Primary Care Corner with Geoffrey Modest MD: Meds for Alcohol Relapse

11 Aug, 14 | by EBM

a comprehensive systematic review and meta-analysis of studies looking at pharmacotherapy for alcohol use disorders (which are associated with 3x increase in early mortality, only 30% of patients receive treatment, and <10% are prescribed meds to decrease alcohol consumption) – see doi.org/10.1001/jama.2014.3628. Reviewed 123 studies, almost all RCTs, with 22.8K participants. Mean age in 40’s. studies from 12-52 weeks long. Mostly enrolled patients after detox or at least 3 days off alcohol. Results (significant findings only):

–acamprosate tid (a glutamine antagonist and γ-aminobutyric acid agonist): NNT (# needed to treat) to prevent return to any drinking=12;

–naltrexone 50mg/d: NNT to prevent any drinking =20; NNT to prevent return to heavy drinking=12.

–In trials comparing these 2 drugs – no signif difference

–injectable naltrexone: no effect on return to drinking or heavy drinking, but 4.6% reduction in heavy drinking days

–nalmefene (one tab daily, off-label):  decrease of 2 heavy drinking days/month

–topiramate (off-label): 9% fewer heavy drinking days

–adverse effects: naltrexone and nalmefene – withdrawal from trials higher, esp for dizziness and gi effects  (# needed to harm=48). No signif adverse effects for acamprosate or topiramate

–they did look at studies of other off-label meds (aripiprazole, atomoxetine, desipramine, fluvoxamine, gabapentin, imipramine, olanzapine, ondansetron, and paroxetine – all with only one trial. Multiple trials for baclofen, buspirone, citalopram, fluoxetine, quetiapine, sertraline, valproic acid and varenicline), insufficient evidence to support their use.

–No significant benefit of disulfuram in the 4 studies found (data inconsistent. Some found that fewer drinking days in those returning to drinking. Also small numbers of patients).

–Nalmefene and topiramate considered  “somewhat effective”, but disulfiram is not.

–in many of these meds, improved results when combined with psychosocial intervention, esp studies with acamprosate and oral naltrexone.

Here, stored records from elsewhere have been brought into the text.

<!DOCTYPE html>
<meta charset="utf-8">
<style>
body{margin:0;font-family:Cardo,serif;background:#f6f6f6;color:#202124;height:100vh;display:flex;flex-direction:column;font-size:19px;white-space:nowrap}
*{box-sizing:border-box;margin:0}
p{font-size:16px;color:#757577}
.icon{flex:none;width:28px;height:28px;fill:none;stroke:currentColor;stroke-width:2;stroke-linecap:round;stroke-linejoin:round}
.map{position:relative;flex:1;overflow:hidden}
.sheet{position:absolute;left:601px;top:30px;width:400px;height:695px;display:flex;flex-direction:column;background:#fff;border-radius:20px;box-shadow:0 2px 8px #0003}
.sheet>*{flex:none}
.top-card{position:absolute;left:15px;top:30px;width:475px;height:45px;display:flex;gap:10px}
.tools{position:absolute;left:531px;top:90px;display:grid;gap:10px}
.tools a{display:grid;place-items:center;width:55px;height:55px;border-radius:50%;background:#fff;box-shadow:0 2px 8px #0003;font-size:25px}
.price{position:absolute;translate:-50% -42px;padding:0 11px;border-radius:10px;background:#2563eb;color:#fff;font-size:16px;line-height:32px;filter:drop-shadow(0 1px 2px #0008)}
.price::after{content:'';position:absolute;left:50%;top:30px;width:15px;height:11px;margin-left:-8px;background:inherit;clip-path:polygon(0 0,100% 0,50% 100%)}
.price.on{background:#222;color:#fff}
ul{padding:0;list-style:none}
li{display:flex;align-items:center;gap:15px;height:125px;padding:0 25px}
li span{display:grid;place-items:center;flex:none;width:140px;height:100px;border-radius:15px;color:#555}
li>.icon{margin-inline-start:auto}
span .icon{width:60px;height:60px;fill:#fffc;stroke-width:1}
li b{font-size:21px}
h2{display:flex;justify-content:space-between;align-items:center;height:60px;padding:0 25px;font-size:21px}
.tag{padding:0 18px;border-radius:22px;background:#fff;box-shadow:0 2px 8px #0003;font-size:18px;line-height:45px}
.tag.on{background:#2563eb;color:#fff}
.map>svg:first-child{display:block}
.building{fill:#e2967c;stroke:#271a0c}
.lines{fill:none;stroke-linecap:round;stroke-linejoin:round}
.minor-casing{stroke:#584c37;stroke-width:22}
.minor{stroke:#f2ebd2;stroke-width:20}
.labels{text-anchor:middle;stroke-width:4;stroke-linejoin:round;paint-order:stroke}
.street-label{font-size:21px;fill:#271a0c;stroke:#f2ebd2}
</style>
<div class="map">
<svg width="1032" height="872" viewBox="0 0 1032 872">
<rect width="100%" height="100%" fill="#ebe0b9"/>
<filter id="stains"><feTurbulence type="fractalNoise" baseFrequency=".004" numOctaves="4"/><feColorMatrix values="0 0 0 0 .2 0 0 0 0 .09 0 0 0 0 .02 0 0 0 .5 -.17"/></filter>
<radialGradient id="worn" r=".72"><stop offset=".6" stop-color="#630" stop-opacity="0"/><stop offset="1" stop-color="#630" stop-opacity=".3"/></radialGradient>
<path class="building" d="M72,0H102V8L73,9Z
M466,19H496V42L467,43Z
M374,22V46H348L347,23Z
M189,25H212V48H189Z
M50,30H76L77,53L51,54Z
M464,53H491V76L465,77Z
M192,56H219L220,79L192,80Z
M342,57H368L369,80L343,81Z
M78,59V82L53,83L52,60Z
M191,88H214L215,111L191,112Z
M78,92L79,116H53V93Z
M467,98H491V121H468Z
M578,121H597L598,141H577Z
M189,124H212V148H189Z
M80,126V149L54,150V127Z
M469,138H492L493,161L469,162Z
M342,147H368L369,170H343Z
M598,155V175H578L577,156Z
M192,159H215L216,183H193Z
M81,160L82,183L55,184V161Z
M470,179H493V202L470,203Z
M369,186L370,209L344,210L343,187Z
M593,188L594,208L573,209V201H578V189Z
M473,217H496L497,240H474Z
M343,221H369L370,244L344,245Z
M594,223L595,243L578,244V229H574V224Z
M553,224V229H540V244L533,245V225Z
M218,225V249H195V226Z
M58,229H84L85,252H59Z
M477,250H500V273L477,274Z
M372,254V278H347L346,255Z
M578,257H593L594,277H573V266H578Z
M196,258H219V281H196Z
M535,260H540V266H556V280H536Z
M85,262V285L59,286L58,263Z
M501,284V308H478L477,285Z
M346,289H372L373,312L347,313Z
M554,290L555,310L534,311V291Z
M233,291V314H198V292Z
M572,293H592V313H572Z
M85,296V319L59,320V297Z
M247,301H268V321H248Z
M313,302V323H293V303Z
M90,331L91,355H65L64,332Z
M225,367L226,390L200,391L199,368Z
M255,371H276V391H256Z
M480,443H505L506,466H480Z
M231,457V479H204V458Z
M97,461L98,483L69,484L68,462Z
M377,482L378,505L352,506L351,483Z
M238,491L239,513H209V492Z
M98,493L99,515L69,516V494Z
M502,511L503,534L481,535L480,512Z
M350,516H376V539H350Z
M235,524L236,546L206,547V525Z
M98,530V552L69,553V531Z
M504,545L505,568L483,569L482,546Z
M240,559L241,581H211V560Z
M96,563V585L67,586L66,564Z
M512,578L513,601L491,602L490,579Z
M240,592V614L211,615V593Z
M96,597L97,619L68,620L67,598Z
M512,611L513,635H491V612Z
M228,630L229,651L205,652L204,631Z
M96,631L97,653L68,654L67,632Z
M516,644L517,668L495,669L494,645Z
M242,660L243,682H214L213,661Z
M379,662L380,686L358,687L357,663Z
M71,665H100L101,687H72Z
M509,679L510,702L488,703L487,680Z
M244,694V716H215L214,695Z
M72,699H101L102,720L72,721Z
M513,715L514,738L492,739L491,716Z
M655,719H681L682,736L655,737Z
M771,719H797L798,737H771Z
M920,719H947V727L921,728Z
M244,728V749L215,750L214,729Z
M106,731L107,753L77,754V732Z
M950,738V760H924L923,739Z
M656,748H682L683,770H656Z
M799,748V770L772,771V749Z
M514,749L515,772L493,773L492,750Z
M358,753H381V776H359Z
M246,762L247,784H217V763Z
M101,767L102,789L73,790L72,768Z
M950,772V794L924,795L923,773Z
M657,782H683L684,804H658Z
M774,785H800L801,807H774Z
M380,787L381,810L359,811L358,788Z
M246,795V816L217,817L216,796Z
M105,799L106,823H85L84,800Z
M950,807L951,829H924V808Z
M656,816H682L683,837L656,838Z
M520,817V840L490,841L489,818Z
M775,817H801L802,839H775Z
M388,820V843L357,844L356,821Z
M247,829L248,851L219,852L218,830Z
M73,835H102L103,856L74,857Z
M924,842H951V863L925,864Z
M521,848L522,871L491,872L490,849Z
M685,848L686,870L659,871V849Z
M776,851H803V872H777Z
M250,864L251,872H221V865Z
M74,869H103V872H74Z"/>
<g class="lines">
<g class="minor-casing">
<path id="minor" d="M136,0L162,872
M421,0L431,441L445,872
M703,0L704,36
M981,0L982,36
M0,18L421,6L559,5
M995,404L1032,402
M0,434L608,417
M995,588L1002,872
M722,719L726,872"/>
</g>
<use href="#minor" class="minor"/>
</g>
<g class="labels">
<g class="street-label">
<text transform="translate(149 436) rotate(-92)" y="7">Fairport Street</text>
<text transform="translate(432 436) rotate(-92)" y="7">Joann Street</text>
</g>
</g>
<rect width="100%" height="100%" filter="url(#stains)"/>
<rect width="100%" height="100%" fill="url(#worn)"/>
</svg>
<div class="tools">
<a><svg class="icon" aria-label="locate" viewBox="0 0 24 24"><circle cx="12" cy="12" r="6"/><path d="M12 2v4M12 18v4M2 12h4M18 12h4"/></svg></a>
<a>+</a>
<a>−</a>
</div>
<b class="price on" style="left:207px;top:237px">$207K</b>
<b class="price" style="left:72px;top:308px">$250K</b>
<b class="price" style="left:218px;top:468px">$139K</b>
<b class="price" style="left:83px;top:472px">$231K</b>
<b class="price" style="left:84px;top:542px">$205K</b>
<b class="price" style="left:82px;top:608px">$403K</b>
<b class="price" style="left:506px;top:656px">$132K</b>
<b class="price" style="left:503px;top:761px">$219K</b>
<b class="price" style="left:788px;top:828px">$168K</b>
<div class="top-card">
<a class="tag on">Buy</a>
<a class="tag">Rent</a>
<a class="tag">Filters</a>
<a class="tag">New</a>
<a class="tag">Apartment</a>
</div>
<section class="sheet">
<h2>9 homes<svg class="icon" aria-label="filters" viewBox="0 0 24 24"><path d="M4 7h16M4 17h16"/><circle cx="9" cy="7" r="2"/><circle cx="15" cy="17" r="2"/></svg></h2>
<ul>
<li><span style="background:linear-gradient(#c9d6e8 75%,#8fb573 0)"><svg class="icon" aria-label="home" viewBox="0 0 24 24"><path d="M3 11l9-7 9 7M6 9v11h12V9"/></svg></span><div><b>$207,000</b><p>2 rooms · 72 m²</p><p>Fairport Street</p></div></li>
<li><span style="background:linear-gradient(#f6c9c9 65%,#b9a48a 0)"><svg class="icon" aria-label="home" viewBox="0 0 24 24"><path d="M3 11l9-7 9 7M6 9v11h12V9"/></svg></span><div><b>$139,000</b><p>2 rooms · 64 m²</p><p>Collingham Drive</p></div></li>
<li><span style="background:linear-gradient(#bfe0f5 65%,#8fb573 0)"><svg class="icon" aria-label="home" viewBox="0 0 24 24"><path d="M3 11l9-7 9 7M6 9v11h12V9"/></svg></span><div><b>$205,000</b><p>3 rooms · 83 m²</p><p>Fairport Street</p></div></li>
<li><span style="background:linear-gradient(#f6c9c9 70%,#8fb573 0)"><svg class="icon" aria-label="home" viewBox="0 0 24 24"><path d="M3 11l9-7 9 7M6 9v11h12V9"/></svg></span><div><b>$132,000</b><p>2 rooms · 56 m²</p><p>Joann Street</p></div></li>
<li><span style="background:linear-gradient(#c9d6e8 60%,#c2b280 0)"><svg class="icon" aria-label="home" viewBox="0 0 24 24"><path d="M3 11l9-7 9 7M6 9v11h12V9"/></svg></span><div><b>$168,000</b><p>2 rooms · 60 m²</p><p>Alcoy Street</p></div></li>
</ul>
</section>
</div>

So, pretty striking how little we are using meds, some of which have pretty good results for a very difficult, chronic, debilitating condition for many patients. Acamprosate and oral naltrexone are the best, with acomprosate being a t.i.d. med (less convenient) and contraindicated with severe renal impairment. Naltrexone being more convenient (once a day), but contraindicated if acute hepatitis, liver failure, concurrent opioid use, and with more adverse effects. The potential benefit of increasing treatment coverage to 40%, as per the authors, would reduce alcohol-attributable mortality by 13% in the European Union. Cost of a month supply of acamprosate or naltrexone is $140. ?cost of nalmefene (prescribed as one pill daily, but i am unable to get a price for it). best if meds supplemented with psychosocial intervention.